§ WHAT NEEDS TO BE DONE
Each record needs to be transcribed exactly.

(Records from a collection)

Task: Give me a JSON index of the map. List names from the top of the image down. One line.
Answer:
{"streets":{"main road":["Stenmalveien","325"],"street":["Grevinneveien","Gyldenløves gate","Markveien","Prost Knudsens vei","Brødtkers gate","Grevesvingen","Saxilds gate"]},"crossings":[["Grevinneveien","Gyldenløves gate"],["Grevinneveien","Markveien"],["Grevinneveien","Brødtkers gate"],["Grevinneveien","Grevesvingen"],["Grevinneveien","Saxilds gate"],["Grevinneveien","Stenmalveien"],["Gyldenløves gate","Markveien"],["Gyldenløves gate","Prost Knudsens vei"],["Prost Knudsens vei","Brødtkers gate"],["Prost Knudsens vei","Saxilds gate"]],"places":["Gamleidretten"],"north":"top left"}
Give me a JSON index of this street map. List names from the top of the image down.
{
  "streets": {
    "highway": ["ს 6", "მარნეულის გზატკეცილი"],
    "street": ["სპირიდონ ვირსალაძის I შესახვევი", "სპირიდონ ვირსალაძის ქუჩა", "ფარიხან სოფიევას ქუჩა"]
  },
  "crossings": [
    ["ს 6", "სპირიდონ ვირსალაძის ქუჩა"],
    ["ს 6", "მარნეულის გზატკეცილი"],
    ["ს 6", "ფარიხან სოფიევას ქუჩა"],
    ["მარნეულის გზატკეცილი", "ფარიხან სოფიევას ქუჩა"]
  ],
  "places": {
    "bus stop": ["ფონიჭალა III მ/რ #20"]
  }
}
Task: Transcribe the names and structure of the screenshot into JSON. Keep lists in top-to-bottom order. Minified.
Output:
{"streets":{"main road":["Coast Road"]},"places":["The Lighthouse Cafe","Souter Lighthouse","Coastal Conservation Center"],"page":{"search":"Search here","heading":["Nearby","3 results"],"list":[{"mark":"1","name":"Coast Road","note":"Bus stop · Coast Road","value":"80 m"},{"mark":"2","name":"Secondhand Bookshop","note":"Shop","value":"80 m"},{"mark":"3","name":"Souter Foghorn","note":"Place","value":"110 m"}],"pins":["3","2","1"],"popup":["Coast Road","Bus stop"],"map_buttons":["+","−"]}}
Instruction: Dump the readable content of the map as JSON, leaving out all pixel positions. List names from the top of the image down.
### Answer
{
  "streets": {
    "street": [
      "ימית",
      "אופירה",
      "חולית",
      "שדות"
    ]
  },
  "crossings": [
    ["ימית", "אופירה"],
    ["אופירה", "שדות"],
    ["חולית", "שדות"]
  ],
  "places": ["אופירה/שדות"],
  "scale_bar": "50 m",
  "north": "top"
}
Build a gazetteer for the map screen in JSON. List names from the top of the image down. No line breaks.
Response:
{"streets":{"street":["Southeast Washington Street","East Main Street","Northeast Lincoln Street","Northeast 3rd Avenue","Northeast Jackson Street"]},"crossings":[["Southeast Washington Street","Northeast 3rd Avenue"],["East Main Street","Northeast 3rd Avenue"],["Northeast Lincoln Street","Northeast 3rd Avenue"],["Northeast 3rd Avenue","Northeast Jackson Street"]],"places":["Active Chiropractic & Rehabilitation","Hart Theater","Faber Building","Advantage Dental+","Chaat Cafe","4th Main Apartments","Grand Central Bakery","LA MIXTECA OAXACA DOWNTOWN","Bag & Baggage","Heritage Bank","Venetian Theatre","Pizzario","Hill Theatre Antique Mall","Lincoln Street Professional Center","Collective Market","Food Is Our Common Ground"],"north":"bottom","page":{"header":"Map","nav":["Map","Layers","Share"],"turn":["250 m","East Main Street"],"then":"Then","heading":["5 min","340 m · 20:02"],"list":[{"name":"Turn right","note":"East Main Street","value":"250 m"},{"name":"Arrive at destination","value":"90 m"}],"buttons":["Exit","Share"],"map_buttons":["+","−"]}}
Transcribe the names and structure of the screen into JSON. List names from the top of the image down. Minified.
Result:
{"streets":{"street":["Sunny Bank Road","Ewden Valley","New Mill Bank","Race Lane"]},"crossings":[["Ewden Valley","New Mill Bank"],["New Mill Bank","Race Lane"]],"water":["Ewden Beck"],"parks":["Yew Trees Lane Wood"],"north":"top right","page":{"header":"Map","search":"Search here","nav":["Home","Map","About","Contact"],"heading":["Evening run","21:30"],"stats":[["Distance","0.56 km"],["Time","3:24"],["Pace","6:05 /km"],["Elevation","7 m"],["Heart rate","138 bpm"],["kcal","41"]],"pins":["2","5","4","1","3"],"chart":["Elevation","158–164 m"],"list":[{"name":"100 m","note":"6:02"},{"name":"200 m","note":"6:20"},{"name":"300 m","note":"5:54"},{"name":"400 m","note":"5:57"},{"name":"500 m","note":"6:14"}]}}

§ ANSWER
Task: Give me a JSON index of the map. List names from the top of the image down. One line.
Answer:
{"streets":{"main road":["Stenmalveien","325"],"street":["Grevinneveien","Gyldenløves gate","Markveien","Prost Knudsens vei","Brødtkers gate","Grevesvingen","Saxilds gate"]},"crossings":[["Grevinneveien","Gyldenløves gate"],["Grevinneveien","Markveien"],["Grevinneveien","Brødtkers gate"],["Grevinneveien","Grevesvingen"],["Grevinneveien","Saxilds gate"],["Grevinneveien","Stenmalveien"],["Gyldenløves gate","Markveien"],["Gyldenløves gate","Prost Knudsens vei"],["Prost Knudsens vei","Brødtkers gate"],["Prost Knudsens vei","Saxilds gate"]],"places":["Gamleidretten"],"north":"top left"}
Give me a JSON index of this street map. List names from the top of the image down.
{
  "streets": {
    "highway": ["ს 6", "მარნეულის გზატკეცილი"],
    "street": ["სპირიდონ ვირსალაძის I შესახვევი", "სპირიდონ ვირსალაძის ქუჩა", "ფარიხან სოფიევას ქუჩა"]
  },
  "crossings": [
    ["ს 6", "სპირიდონ ვირსალაძის ქუჩა"],
    ["ს 6", "მარნეულის გზატკეცილი"],
    ["ს 6", "ფარიხან სოფიევას ქუჩა"],
    ["მარნეულის გზატკეცილი", "ფარიხან სოფიევას ქუჩა"]
  ],
  "places": {
    "bus stop": ["ფონიჭალა III მ/რ #20"]
  }
}
Task: Transcribe the names and structure of the screenshot into JSON. Keep lists in top-to-bottom order. Minified.
Output:
{"streets":{"main road":["Coast Road"]},"places":["The Lighthouse Cafe","Souter Lighthouse","Coastal Conservation Center"],"page":{"search":"Search here","heading":["Nearby","3 results"],"list":[{"mark":"1","name":"Coast Road","note":"Bus stop · Coast Road","value":"80 m"},{"mark":"2","name":"Secondhand Bookshop","note":"Shop","value":"80 m"},{"mark":"3","name":"Souter Foghorn","note":"Place","value":"110 m"}],"pins":["3","2","1"],"popup":["Coast Road","Bus stop"],"map_buttons":["+","−"]}}
Instruction: Dump the readable content of the map as JSON, leaving out all pixel positions. List names from the top of the image down.
### Answer
{
  "streets": {
    "street": [
      "ימית",
      "אופירה",
      "חולית",
      "שדות"
    ]
  },
  "crossings": [
    ["ימית", "אופירה"],
    ["אופירה", "שדות"],
    ["חולית", "שדות"]
  ],
  "places": ["אופירה/שדות"],
  "scale_bar": "50 m",
  "north": "top"
}
Build a gazetteer for the map screen in JSON. List names from the top of the image down. No line breaks.
Response:
{"streets":{"street":["Southeast Washington Street","East Main Street","Northeast Lincoln Street","Northeast 3rd Avenue","Northeast Jackson Street"]},"crossings":[["Southeast Washington Street","Northeast 3rd Avenue"],["East Main Street","Northeast 3rd Avenue"],["Northeast Lincoln Street","Northeast 3rd Avenue"],["Northeast 3rd Avenue","Northeast Jackson Street"]],"places":["Active Chiropractic & Rehabilitation","Hart Theater","Faber Building","Advantage Dental+","Chaat Cafe","4th Main Apartments","Grand Central Bakery","LA MIXTECA OAXACA DOWNTOWN","Bag & Baggage","Heritage Bank","Venetian Theatre","Pizzario","Hill Theatre Antique Mall","Lincoln Street Professional Center","Collective Market","Food Is Our Common Ground"],"north":"bottom","page":{"header":"Map","nav":["Map","Layers","Share"],"turn":["250 m","East Main Street"],"then":"Then","heading":["5 min","340 m · 20:02"],"list":[{"name":"Turn right","note":"East Main Street","value":"250 m"},{"name":"Arrive at destination","value":"90 m"}],"buttons":["Exit","Share"],"map_buttons":["+","−"]}}
Transcribe the names and structure of the screen into JSON. List names from the top of the image down. Minified.
Result:
{"streets":{"street":["Sunny Bank Road","Ewden Valley","New Mill Bank","Race Lane"]},"crossings":[["Ewden Valley","New Mill Bank"],["New Mill Bank","Race Lane"]],"water":["Ewden Beck"],"parks":["Yew Trees Lane Wood"],"north":"top right","page":{"header":"Map","search":"Search here","nav":["Home","Map","About","Contact"],"heading":["Evening run","21:30"],"stats":[["Distance","0.56 km"],["Time","3:24"],["Pace","6:05 /km"],["Elevation","7 m"],["Heart rate","138 bpm"],["kcal","41"]],"pins":["2","5","4","1","3"],"chart":["Elevation","158–164 m"],"list":[{"name":"100 m","note":"6:02"},{"name":"200 m","note":"6:20"},{"name":"300 m","note":"5:54"},{"name":"400 m","note":"5:57"},{"name":"500 m","note":"6:14"}]}}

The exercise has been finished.